**Exercise objective**. Among the records below, find the lines with the word "canvas" and copy them.

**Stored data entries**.

»»

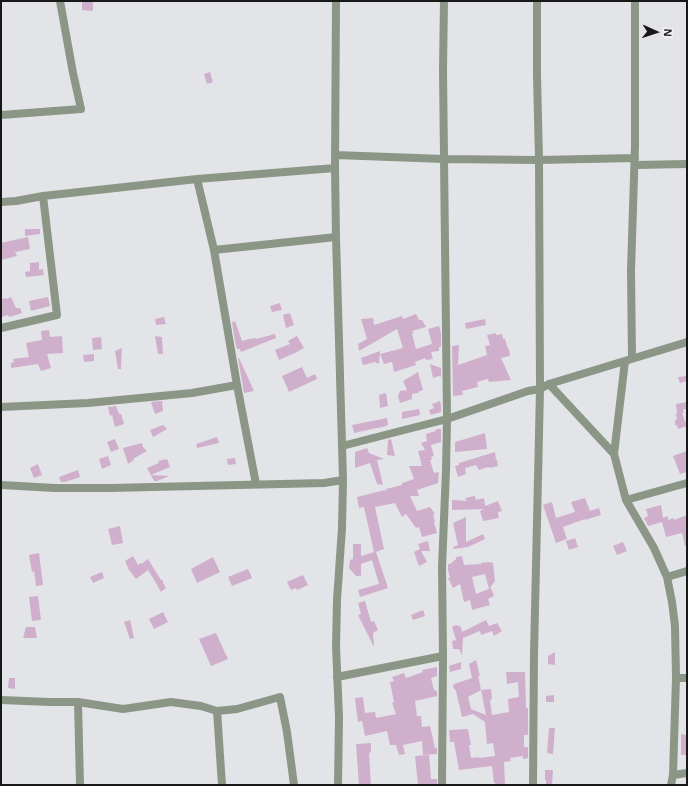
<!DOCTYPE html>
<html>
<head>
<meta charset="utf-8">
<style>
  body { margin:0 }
  #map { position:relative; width:688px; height:786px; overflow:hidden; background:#e3e4e7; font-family:Arial,sans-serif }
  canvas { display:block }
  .frame { position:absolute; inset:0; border:2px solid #181819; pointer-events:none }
  .north { position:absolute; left:636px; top:12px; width:40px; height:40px; -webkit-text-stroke:3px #f0f2f4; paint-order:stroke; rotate:93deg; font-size:11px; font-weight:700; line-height:16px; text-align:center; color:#181819 }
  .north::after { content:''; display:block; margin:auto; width:14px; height:18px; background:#181819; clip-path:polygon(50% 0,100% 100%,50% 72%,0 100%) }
</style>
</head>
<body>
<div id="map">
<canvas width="688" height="786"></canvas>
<div class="frame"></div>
<div class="north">N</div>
</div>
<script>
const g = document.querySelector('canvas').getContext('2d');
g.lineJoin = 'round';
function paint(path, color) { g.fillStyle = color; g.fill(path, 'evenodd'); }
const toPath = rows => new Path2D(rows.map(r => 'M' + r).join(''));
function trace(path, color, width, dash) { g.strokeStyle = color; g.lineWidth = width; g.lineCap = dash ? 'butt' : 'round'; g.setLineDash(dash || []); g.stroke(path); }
const building = toPath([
  [82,1,93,1,93,11,82,10],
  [210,72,213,82,207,84,204,74],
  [25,229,40,229,40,234,25,236],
  [28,237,30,249,15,252,17,256,1,260,1,243],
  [39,262,39,270,43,269,44,275,26,277,25,272,30,271,30,263],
  [11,297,16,308,20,308,22,313,9,317,8,315,1,317,1,300,5,298,6,299],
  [48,297,50,306,31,311,29,301],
  [280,303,282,310,272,312,270,306],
  [290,313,294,325,286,328,283,315],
  [416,314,419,320,422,320,426,327,412,331,414,333,412,334,416,349,432,344,428,329,439,326,441,333,441,347,439,347,439,351,431,352,433,359,426,360,425,358,415,362,416,365,394,372,392,362,384,364,380,354,403,348,397,329,359,351,358,344,367,339,361,319,373,318,374,325,402,316,403,319],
  [164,317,166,324,156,325,155,319],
  [485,319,486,325,466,329,465,323],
  [235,321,242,341,249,339,256,338,256,339,275,334,276,338,241,352,240,349,237,349,235,341,232,322],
  [49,330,50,337,62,336,63,353,47,354,51,368,41,371,38,364,11,368,11,363,14,362,13,359,29,357,26,343,42,340,41,331],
  [496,333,496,335,502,334,503,339,505,339,508,349,509,349,510,356,501,358,511,380,489,382,488,379,477,382,478,387,462,391,463,395,453,396,452,346,459,345,458,365,487,355,485,346,490,345,487,335],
  [155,336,162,337,163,354,158,354],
  [297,336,304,348,295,353,279,360,275,350,290,344,288,341],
  [101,337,102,349,93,350,92,338],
  [122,348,121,369,118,369,115,351],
  [380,351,379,364,375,362,363,365,361,358],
  [94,354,94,361,84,362,83,355],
  [238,358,239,358,254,391,244,393],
  [430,364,441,368,441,377,439,376,433,378],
  [302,367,307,378,315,374,317,379,289,392,282,376],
  [418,372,423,390,418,392,418,393,412,394,412,399,400,403,398,396,400,391,407,390,403,381],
  [687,376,687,381,680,383,678,377],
  [386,393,388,406,380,408,379,395],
  [162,401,163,411,155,414,151,402],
  [440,401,441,405,441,412,431,415,429,410,434,408,432,404],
  [687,402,687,408,683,410,684,413,682,413,687,426,678,429,677,425,675,425,675,420,677,419,676,414,677,413,676,404],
  [116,406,119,414,121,414,124,424,115,427,112,415,110,416,108,407],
  [419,409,420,415,402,419,402,412],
  [387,418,388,425,383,427,371,429,372,429,354,433,352,425],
  [163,425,167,429,153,437,150,430],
  [436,429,441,429,441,442,431,445,434,456,431,457,432,460,430,460,434,473,439,472,438,483,417,490,419,496,410,496,417,511,430,507,435,514,433,515,435,521,434,522,437,533,422,537,419,527,416,528,406,514,402,517,395,503,375,507,384,549,376,552,388,588,360,597,358,590,379,584,372,560,361,564,361,576,356,576,349,568,350,560,353,559,353,544,361,544,361,556,374,552,364,507,359,508,357,497,385,490,385,491,386,491,386,489,402,485,402,483,414,479,409,466,422,466,418,451,425,450,421,443,427,441,426,434,436,431],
  [485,433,487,449,455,452,455,442],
  [217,437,219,443,197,448,196,444],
  [115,439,119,449,111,452,107,442],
  [391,439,395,456,387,455,388,440],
  [142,443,143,447,147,451,133,459,134,460,128,464,123,448],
  [367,448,369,453,384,459,377,460,383,485,377,484,370,463,355,468,355,452],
  [687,451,687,461,686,462,687,472,680,474,673,456],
  [495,452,496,460,497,460,498,466,490,468,488,467,479,470,476,465,465,468,466,474,458,477,455,466,459,465,459,463],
  [108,456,111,465,102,469,99,459],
  [235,458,236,464,228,465,227,459],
  [167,459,170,467,151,475,169,476,157,481,154,481,147,468,159,463,158,461],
  [38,464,42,475,34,478,30,468],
  [78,470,80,477,65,482,61,482,59,477],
  [475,496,476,500,484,498,485,506,498,501,502,511,498,512,499,518,483,521,480,511,484,509,452,510,452,500,467,501,465,498],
  [585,498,590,511,599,508,601,515,585,520,585,519,563,527,567,539,556,543,543,505,552,502,556,518,575,512,571,502],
  [661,505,663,518,668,516,668,520,674,518,674,520,687,515,687,546,685,546,682,533,666,537,662,522,648,526,644,518,648,516,646,509],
  [466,517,466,542,483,534,485,539,468,547,454,549,453,547,458,545,453,523],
  [120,526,123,543,112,545,108,529],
  [575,538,578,547,569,550,566,541],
  [428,541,430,551,421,551,418,544],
  [623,542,627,551,617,555,613,546],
  [420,549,427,562,419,566,414,552],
  [39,553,43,585,36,586,34,571,32,572,29,555],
  [133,556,138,565,141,563,141,564,148,559,161,580,163,580,163,583,166,588,161,592,156,583,148,570,136,579,129,570,125,561],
  [462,556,464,565,481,564,481,563,490,562,493,563,495,581,489,589,485,574,472,577,476,594,491,588,494,596,488,599,490,605,472,610,470,600,464,602,460,584,453,588,448,578,450,578,448,570,448,564,450,564,456,559,456,557],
  [213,557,220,572,197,583,191,569],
  [248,569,252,578,232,586,228,577],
  [102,572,104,578,93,583,90,577],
  [303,575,308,585,297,590,296,588,291,590,287,582],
  [38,596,41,620,32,621,29,597],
  [365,601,371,622,374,621,378,630,373,633,374,647,358,615,361,614,358,603],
  [423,610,425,616,413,620,411,615],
  [163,612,168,622,154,629,149,619],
  [130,620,134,638,130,639,124,622],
  [486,620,489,626,497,623,502,631,494,636,492,631,481,635,480,631,463,638,462,655,459,649,453,649,452,641,456,640,452,627,456,625,461,627,462,632],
  [26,627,35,627,37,638,23,638],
  [216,633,228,659,211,666,199,639],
  [555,652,555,665,548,664,548,656],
  [476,660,480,676,478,675,481,690,468,697,471,709,486,715,481,690,491,689,492,699,490,700,492,715,509,712,508,699,519,697,518,682,507,684,506,672,525,672,526,708,528,708,528,735,524,735,524,747,528,747,528,758,523,759,523,756,510,758,511,761,504,762,505,785,494,785,496,783,494,783,492,766,459,770,454,742,450,742,449,730,468,729,471,745,469,745,471,758,479,757,479,758,495,756,493,743,487,744,485,722,473,714,462,717,456,691,453,687,454,684,472,678,469,664],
  [461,662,461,669,450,672,449,666],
  [437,667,437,676,431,678,434,690,437,691,437,696,415,701,417,716,421,716,422,727,430,726,435,748,437,748,437,754,423,755,422,741,403,745,405,754,399,755,396,745,390,745,387,731,365,736,362,721,358,722,355,698,363,697,365,713,375,712,376,718,396,714,392,703,394,702,390,682,394,681,392,677,404,673,406,678,423,672,422,670],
  [9,678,15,678,15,689,8,688],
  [554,695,554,702,546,702,546,696],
  [549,728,555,728,553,754,547,753],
  [681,734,687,735,687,755,681,755],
  [371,743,371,752,369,753,371,785,359,785,356,744],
  [429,755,431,779,437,779,437,785,418,785,415,756],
  [545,770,553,770,552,784,546,784,546,780,545,780]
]);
const street = toPath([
  [336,1,335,168,336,237,343,480,342,528,337,600,336,646,339,717,338,785],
  [1,115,81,109,73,73,60,1],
  [335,155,444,159,539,160,635,158],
  [635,165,687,164],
  [197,179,214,250,237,385,256,484],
  [1,202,16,201,43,196,197,179,335,168],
  [214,250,336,237],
  [1,328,57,315,43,196],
  [632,358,631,271,635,145,635,1],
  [625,361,614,454,626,500,654,548,667,577,672,602,675,626,676,678,673,775,671,785],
  [549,384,614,454],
  [1,407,88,403,192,393,237,385],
  [342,446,447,419,528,391,540,389,549,384,687,342],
  [1,485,55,488,111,488,324,483,343,480],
  [626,500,687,483],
  [667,577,687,571],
  [337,677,443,656],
  [676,678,687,678],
  [1,700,49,702,78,702,123,709,171,702,201,706,217,711,237,709,280,697,287,732,294,785],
  [78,702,80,785],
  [217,711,222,785],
  [673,775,687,773],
  [442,785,443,656,442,567,446,471,447,419,443,70,444,1],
  [533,785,534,654,540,389,539,160,537,76,537,1]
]);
paint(building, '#d0afcd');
trace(street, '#8b9687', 8);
</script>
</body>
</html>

««

**Task solution**.
  canvas { display:block }
<canvas width="688" height="786"></canvas>
const g = document.querySelector('canvas').getContext('2d');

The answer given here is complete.